How to read an data.csv onto pandas dataframe df having ID as index column?
df = pd.read_csv('data.csv', index_col = 0)
how to extract count, mean, std, min 25%, … statistic information from pandas dataframe df ?
df.describe()
How to extract the column ‘z’ from df ?
df.loc[:, 'z']
use pandas method plot with no further parameter to plot a serie s?
s.plot()
What are the outputs of:
1. df.isna()
2. df.isna().sum()
3. df.isna().sum().sum()
what is the overall result after 3
how to get all raws from user Id 3292879998 as series, if the index col is user Id and dtype of this column ist Int64
df.loc[3292879998]
how to convert the index column of a pandas df from Float64 to Int64
df.index = df.index.astype(‘Int64’)
how to user lists of keys and values to generate a dict?
new_dict = dict(zip(key, values))
how to drop the first row of a pandas df if the index is NaN?
# Drop the first row df = df.drop(index=pd.NA)
how to count the number of atendents if antendent id is index column in a df?
len(df.index)
how to get all rows from df where gender not male or female
df.loc[~df['gender'].isin(['Male', 'Female'])]
how to substitute all cells where True with ‘no’ ?
df.replace(True, ‘no’, inplace=True)
how to select only col1 and col2 for df filtered with boolean condition bc?

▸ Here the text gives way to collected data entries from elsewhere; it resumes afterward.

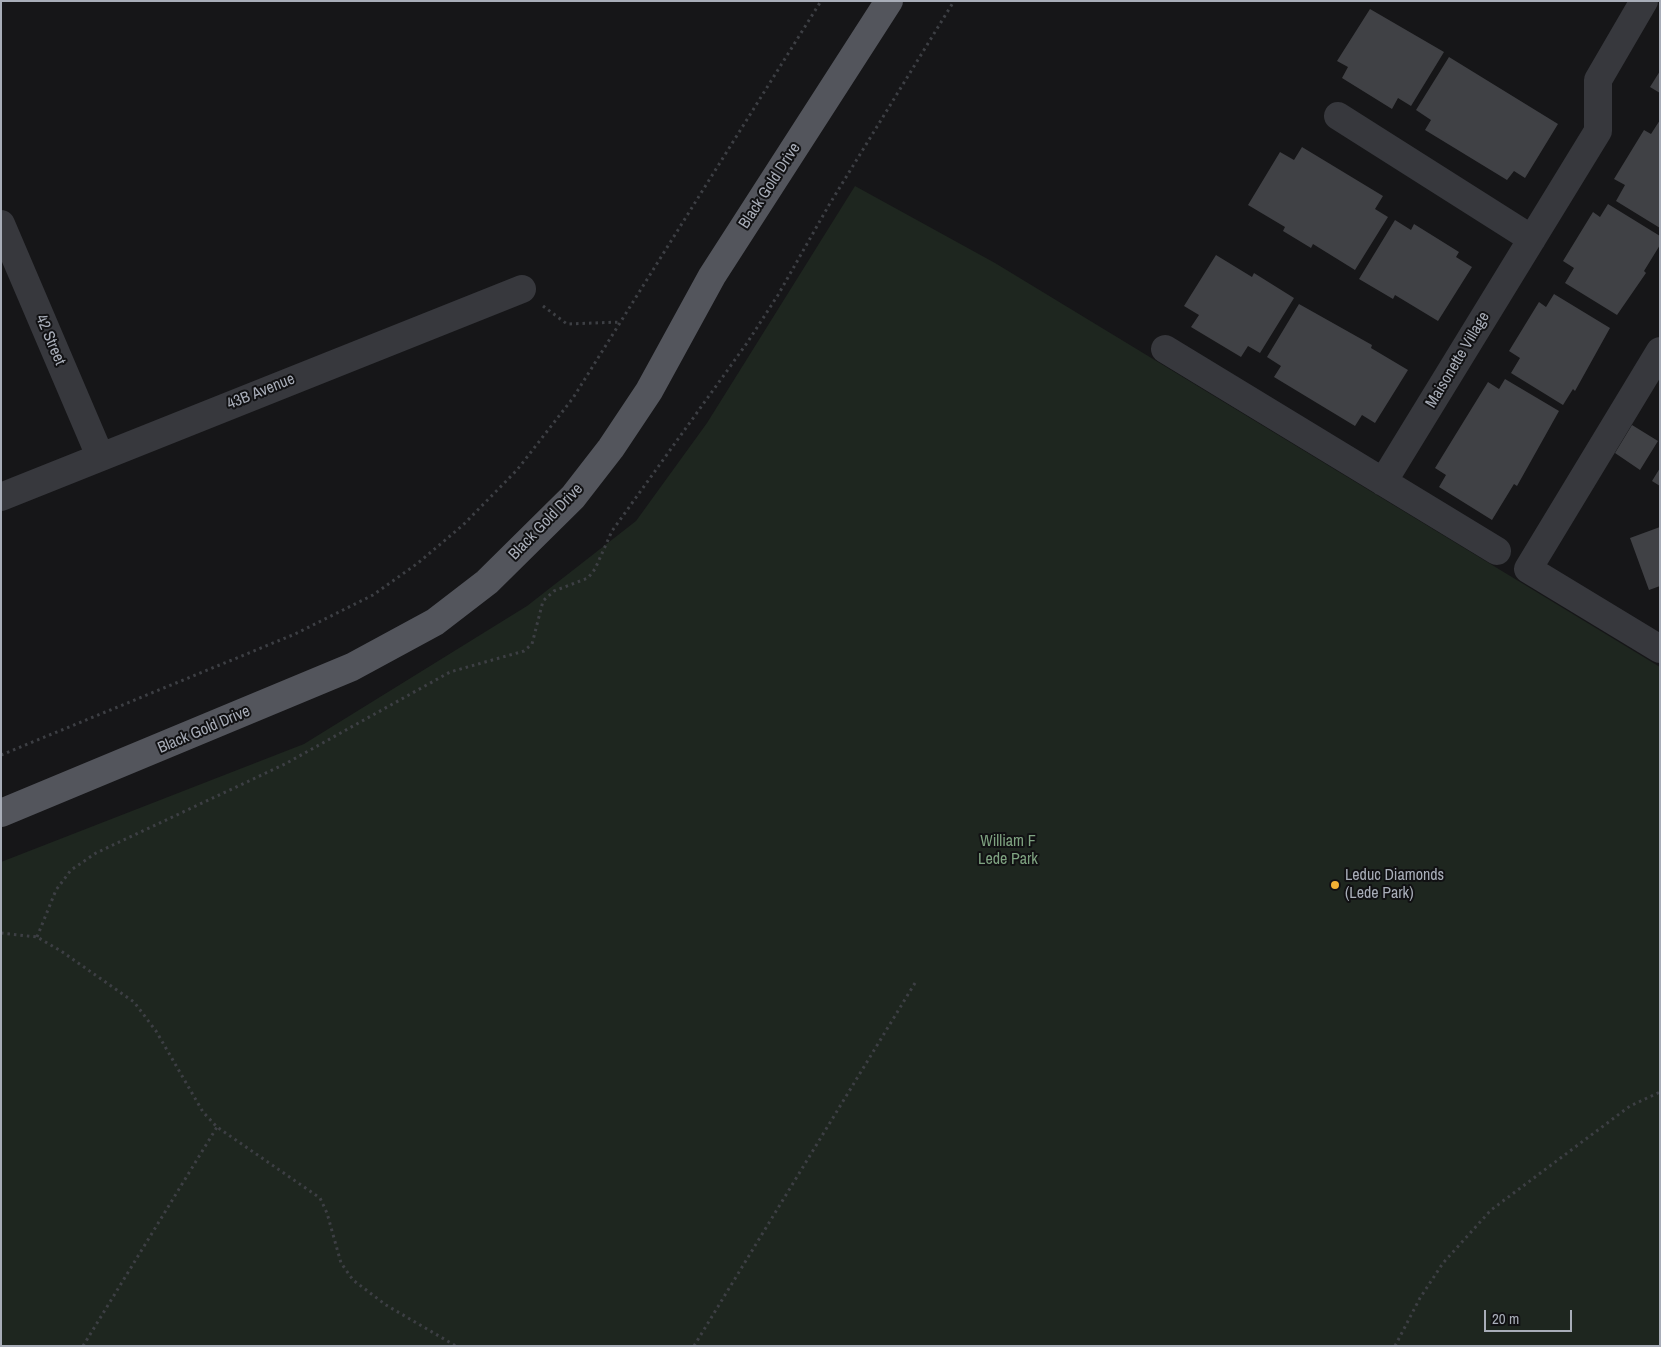 <!DOCTYPE html>
<style>
body{margin:0}
#map{position:relative;width:1661px;height:1347px;overflow:hidden;background:#161618;font-family:"Archivo Narrow",sans-serif}
canvas{display:block}
.frame{position:absolute;inset:0;border:2px solid #a8adb8;pointer-events:none}
.scale{position:absolute;left:1484px;top:1310px;width:88px;height:22px;box-sizing:border-box;border:2px solid #a8adb8;border-top:0;padding-left:6px;font-size:15px;line-height:18px;white-space:nowrap;color:#a8adb8;-webkit-text-stroke:4px #111113;paint-order:stroke}
</style>
<div id="map">
<canvas width="1661" height="1347"></canvas>
<div class="frame"></div>
<div class="scale">20 m</div>
</div>
<script>
const ctx = document.querySelector('canvas').getContext('2d');
ctx.lineJoin = 'round';
function fill(path, color) { ctx.fillStyle = color; ctx.fill(path, 'evenodd'); }
const poly = rows => new Path2D(rows.map(r => 'M' + r).join(''));
function strokePath(path, color, width, dash) { ctx.strokeStyle = color; ctx.lineWidth = width; ctx.lineCap = dash ? 'butt' : 'round'; ctx.setLineDash(dash || []); ctx.stroke(path); }
function write(font, color, halo, rows, align = 'center') {
  ctx.font = font + ' "Archivo Narrow",sans-serif'; ctx.lineWidth = 4; ctx.setLineDash([]); ctx.textBaseline = 'middle'; ctx.strokeStyle = halo; ctx.fillStyle = color; for (const [text, x, y, turn = 0] of rows) {
    ctx.save(); ctx.translate(x, y); ctx.rotate((+turn || 0) * Math.PI / 180); ctx.textAlign = isNaN(turn) ? turn : align; if (halo) ctx.strokeText(text, 0, 0); ctx.fillText(text, 0, 0); ctx.restore();
  }
}
fill(poly([
 [855,186,995,263,1660,667,1660,1346,1,1346,1,862,304,744,527,606,636,521,707,423]
]), '#1e261f');
fill(poly([
 [1370,9,1444,52,1411,106,1398,98,1392,109,1342,78,1348,67,1337,61],
 [1449,57,1558,124,1525,178,1514,171,1507,180,1425,130,1431,120,1416,110],
 [1660,71,1660,93,1650,87],
 [1660,120,1660,228,1616,201,1625,185,1614,179,1644,130,1651,134],
 [1302,147,1383,196,1375,209,1388,217,1355,270,1313,244,1311,248,1283,231,1285,227,1248,205,1280,152,1294,160],
 [1608,204,1660,236,1660,245,1644,271,1646,273,1617,315,1565,283,1574,268,1563,261,1593,212,1600,217],
 [1395,220,1411,230,1414,224,1459,252,1456,257,1472,267,1438,321,1395,295,1393,299,1359,279],
 [1216,255,1252,277,1254,273,1294,298,1260,353,1248,346,1241,357,1191,327,1199,315,1184,306],
 [1554,294,1610,328,1575,391,1573,389,1563,405,1511,373,1520,358,1509,351,1539,302,1546,307],
 [1299,304,1372,345,1371,348,1408,370,1375,423,1362,415,1355,426,1274,377,1281,366,1267,357],
 [1505,379,1559,411,1517,486,1514,484,1492,520,1439,487,1446,475,1435,468,1488,382,1499,389],
 [1632,425,1658,441,1640,470,1615,453],
 [1660,468,1660,486,1652,481],
 [1660,527,1660,586,1649,590,1630,538]
]), '#404145');
strokePath(poly([
 [543,306,567,324,621,322],
 [1,755,295,634,373,595,418,563,463,525,517,470,573,398,821,1],
 [1,933,37,937,61,951,134,1002,156,1031,203,1112,217,1127,320,1198,327,1213,341,1263,353,1280,386,1305,456,1346],
 [37,937,56,890,71,870,96,853,285,764,450,672,524,651,532,644,543,601,554,591,588,578,595,569,612,531,747,343,778,295,829,205,954,1],
 [83,1346,217,1127],
 [694,1346,915,983],
 [1395,1346,1420,1298,1443,1263,1491,1210,1630,1106,1660,1092]
]), '#3d3f44', 3, [2.5, 4]);
strokePath(poly([
 [1338,116,1532,239],
 [1,224,100,456],
 [1165,349,1497,551],
 [1660,351,1528,569,1660,649],
 [1383,482,1598,131,1598,80,1644,1],
 [1,497,522,289]
]), '#37383d', 28);
strokePath(poly([
 [1,813,352,667,435,622,487,582,573,497,611,448,649,391,712,276,889,1]
]), '#53555c', 28);
for (const [x, y, r, color] of [
 [1335,885,5,"#f2b134"]
]) { const dot = new Path2D(); dot.arc(x, y, r, 0, 2 * Math.PI); ctx.fillStyle = color; ctx.fill(dot); strokePath(dot, '#111113', 2); }
write('16px', '#a8adb8', '#111113', [
 ["Black Gold Drive",770,186,-57],
 ["42 Street",50,340,67],
 ["Maisonette Village",1458,360,-59],
 ["43B Avenue",261,392,-22],
 ["Black Gold Drive",546,522,-46],
 ["Black Gold Drive",204,730,-23]
]);
write('16px', '#7fa381', '#111113', [
 ["William F",1008,842],
 ["Lede Park",1008,860]
]);
write('16px', '#a8adb8', '#111113', [
 ["Leduc Diamonds",1345,876],
 ["(Lede Park)",1345,894]
], 'left');
</script>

df.loc[bc, ['col1', 'col2'] ]
how to count the rows of a df (or df selection)
df.shape[0]
count the number of rows for each different value of ‘location’ in df
df[‘location’].value_counts()
what does pd.cut do?
pandas.cut(x, bins) splits the Array or Serie x in bins categories. bins can also be a list specifying the bin edges
what does pd.qcut do?
pandas.qcut(x, q) It divides a dataset into quantiles, which are intervals with approximately the same number of observations.